Stoke City and the other 71 EFL clubs are hoping for a larger share of the Premier League’s revenue – but it’s been a lengthy process due to concerns about Profitability & Sustainability Rules
Simon Jordan says that John Coates and Stoke City’s EFL competitors need to be patient in their attempts to come to a finance arrangement with the Premier League.
The pundit and former owner of Crystal Palace feels that, with the prospect of an independent regulator hanging over them, the Football League has a unique opportunity to influence the 20 elite teams. The Premier League did not even hold a vote on the idea during yesterday’s shareholders’ meeting, suggesting that they are dragging their feet on giving the 72 clubs outside of the top division a larger share of their revenue.
Instead they focused on making changes to the Financial Fair Play regulations that have seen Nottingham Forest, Everton and Manchester City charged with breaches and other clubs concerned about their own positions. Top flight clubs have suggested they will tend to the EFL claims only once they have sorted out their own new Profitability & Sustainability rules
Although Jordan has counselled Stoke joint-chairman Coates and other powerful businessmen in the Championship, League One, and League Two to ensure they receive the best deal, not the quickest, Salford City owner Gary Neville is not thrilled about that.
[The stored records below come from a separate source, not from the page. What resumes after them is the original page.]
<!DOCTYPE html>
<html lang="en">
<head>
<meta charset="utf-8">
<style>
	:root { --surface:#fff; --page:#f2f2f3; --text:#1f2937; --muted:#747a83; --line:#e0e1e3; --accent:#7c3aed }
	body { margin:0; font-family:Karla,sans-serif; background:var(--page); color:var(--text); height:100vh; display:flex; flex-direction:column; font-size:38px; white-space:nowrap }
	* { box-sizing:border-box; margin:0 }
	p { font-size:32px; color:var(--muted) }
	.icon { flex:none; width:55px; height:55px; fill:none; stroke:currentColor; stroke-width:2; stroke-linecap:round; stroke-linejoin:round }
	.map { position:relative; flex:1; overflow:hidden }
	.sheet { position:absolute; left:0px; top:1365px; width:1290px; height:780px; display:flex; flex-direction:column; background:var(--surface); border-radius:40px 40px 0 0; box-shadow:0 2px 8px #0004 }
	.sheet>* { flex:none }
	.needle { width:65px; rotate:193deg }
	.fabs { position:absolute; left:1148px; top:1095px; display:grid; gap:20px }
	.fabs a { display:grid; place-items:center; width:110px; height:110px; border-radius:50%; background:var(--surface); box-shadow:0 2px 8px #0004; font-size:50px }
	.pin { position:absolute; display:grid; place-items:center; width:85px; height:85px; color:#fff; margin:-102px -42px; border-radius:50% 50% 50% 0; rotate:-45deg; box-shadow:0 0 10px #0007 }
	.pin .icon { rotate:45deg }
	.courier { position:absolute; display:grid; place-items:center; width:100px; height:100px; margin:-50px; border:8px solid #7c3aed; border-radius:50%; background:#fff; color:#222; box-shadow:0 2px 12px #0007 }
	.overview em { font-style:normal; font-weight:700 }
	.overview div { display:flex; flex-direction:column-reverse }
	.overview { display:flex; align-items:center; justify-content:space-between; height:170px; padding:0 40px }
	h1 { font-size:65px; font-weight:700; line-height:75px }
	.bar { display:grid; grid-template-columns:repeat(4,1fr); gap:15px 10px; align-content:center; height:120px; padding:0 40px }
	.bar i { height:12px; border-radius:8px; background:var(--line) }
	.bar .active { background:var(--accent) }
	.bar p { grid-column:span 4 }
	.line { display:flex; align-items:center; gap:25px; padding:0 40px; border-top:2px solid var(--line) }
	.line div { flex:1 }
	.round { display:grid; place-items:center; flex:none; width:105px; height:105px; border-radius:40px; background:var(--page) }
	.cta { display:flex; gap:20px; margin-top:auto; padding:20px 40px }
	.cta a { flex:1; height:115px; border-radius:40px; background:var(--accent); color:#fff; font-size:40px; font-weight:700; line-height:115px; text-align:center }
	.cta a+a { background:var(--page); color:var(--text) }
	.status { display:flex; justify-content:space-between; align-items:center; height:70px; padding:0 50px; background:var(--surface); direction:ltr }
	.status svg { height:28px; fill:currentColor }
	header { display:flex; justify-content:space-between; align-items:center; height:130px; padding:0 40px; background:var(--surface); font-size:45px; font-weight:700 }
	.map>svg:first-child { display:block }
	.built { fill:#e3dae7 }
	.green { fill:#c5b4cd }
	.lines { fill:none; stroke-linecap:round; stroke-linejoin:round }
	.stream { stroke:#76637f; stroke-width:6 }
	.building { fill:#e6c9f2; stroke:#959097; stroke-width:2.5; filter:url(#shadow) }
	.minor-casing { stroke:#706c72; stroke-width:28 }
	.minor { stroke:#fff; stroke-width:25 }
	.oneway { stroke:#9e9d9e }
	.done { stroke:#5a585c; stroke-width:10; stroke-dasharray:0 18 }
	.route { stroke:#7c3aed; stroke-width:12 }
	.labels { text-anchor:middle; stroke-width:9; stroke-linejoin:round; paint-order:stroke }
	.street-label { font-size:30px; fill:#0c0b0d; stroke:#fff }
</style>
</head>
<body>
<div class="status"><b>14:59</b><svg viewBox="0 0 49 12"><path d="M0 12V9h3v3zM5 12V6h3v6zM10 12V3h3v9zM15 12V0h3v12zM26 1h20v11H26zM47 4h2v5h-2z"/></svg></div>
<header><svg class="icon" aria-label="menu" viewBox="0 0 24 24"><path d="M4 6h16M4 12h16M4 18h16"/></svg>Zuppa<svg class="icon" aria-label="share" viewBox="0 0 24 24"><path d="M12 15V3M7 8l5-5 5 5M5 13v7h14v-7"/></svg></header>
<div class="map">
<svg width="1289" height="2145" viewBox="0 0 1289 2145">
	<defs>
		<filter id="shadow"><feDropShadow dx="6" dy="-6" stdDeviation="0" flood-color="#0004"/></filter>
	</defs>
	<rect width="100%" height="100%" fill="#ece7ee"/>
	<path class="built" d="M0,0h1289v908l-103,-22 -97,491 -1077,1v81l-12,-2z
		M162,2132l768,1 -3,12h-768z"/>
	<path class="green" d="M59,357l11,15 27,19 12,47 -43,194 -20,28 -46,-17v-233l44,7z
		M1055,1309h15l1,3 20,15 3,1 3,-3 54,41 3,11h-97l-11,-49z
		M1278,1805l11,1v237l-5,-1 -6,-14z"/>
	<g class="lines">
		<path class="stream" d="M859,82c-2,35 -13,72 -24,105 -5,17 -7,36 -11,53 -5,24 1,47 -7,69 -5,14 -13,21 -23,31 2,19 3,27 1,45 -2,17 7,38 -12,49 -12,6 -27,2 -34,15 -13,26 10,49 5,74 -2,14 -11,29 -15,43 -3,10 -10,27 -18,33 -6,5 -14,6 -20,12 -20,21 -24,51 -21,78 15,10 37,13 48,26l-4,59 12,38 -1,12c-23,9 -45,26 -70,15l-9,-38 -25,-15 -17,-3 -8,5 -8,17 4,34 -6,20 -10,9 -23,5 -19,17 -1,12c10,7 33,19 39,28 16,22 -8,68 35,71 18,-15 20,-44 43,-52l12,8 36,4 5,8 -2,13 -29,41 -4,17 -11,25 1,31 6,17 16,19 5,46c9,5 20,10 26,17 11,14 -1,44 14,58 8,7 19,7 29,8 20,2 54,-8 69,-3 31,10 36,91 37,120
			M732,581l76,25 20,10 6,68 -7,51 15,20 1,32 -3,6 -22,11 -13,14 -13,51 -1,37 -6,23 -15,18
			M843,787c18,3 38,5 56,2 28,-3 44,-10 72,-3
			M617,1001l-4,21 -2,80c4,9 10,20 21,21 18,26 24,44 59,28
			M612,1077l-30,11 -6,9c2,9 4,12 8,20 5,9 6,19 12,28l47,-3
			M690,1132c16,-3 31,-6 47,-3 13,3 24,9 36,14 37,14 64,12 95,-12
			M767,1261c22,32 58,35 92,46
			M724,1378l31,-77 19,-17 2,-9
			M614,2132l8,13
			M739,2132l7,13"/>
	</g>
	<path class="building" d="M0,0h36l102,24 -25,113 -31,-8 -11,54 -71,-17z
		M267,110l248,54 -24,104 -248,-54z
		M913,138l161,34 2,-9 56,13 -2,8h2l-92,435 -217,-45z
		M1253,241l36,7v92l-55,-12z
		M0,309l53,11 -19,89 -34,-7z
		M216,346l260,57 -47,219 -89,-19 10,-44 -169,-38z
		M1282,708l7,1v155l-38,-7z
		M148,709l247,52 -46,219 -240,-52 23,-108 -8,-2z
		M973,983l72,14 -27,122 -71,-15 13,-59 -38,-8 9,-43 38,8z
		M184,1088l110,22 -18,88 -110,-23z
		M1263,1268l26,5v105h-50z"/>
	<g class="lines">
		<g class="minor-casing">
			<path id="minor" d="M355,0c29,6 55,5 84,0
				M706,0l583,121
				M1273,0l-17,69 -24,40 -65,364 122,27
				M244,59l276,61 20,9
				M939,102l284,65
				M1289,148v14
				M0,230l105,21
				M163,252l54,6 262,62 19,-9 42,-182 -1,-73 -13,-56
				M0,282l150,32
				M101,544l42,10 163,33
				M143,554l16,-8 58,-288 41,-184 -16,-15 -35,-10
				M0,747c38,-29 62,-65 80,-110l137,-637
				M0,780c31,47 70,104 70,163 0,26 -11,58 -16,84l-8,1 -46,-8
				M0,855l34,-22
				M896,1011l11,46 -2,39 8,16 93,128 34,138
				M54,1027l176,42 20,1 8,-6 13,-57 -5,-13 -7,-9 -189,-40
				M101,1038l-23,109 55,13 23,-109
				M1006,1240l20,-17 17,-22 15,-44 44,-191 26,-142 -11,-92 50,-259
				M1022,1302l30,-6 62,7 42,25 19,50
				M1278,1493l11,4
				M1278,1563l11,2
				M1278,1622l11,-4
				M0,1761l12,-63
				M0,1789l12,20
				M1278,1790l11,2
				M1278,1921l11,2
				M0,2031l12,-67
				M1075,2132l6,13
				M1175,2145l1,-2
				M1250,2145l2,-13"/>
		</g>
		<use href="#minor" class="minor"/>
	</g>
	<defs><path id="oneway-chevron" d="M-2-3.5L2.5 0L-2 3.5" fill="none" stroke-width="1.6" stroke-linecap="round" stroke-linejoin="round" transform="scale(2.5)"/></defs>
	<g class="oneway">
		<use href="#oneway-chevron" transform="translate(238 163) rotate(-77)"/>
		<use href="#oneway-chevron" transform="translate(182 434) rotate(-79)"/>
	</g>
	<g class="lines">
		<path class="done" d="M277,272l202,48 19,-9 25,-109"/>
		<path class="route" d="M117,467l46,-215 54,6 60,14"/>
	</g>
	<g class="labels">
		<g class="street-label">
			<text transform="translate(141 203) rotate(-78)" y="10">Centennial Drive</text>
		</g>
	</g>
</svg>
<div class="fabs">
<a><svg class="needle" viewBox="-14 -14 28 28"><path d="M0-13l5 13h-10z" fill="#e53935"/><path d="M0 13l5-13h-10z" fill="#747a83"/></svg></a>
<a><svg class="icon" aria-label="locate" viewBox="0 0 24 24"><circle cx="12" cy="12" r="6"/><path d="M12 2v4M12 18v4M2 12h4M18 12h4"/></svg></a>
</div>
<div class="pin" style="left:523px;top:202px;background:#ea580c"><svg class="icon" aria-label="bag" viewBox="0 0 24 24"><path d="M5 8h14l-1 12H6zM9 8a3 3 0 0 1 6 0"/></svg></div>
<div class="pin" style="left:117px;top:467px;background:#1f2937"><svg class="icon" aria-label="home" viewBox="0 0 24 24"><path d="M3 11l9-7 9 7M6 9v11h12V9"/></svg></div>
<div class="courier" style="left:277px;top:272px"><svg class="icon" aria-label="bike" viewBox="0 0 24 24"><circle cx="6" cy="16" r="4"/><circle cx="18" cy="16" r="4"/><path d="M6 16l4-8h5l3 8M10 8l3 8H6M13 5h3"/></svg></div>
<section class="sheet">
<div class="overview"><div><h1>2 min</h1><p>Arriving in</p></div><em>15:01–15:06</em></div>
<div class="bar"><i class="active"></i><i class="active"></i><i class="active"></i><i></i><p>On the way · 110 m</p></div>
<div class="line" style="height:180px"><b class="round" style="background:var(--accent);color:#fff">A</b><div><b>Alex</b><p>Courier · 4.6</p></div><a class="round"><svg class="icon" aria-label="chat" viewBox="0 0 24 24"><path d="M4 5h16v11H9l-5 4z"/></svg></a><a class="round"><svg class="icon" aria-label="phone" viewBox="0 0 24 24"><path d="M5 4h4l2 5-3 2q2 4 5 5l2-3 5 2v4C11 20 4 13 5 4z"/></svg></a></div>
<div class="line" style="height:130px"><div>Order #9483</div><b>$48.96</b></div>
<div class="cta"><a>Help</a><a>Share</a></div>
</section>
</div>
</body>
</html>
Jordan said on talkSPORT’s White and Jordan show, “If you were in the Premier League, you wouldn’t have the ambition to give the EFL more money, and the only reason you will do that is because you’re being leveraged into it by the threat of an independent regulator.” And you will act on it as soon as it becomes necessary since all they are doing is engaging in a horse trade in order to lessen the effect of an impartial regulator.
The main point of contention in this business transaction is that the NFL clubs are not entitled. We played in the EFL more often than the Premier League when I owned Palace, and I devoted more of my time to advocating for capable leadership that would enable us to close transactions without the need for leverage.Now that they have leverage. Thus, you should let [Rick] Parry and [Trevor] Birch work out a contract that will enable them to extract as much cash as possible from the Premier League. If that takes some time to understand, if it requires going all the way to the court steps—by which I mean the day the independent regulator receives the white paper dropped into legislation, then that’s what it takes.
“Because what you don’t do, is you don’t give small-minded people an opportunity to take £180 million from the Premier League or £200m a season – you want to get them to get to £400m.
“You want to get them to get as high as you possibly can If that means you play the game of turning the screw, using government, using the threat, playing brinkmanship, walk up to the court steps yourself, you do because this is this is the one time that the EFL has got an opportunity to get some proper distribution. So you don’t pee it away for small-minded opportunities. You’ve got to wait.
“The only reason there is £3.5 billion in the Premier League primarily realistically and pragmatically, is because of the elite-ness of the league. Now there is a contributing factor, and I’ve always made this point, that 14% of the Premier League’s product comes from the Championship. Three go down, three go up. So I get the value of it but you need to negotiate properly.”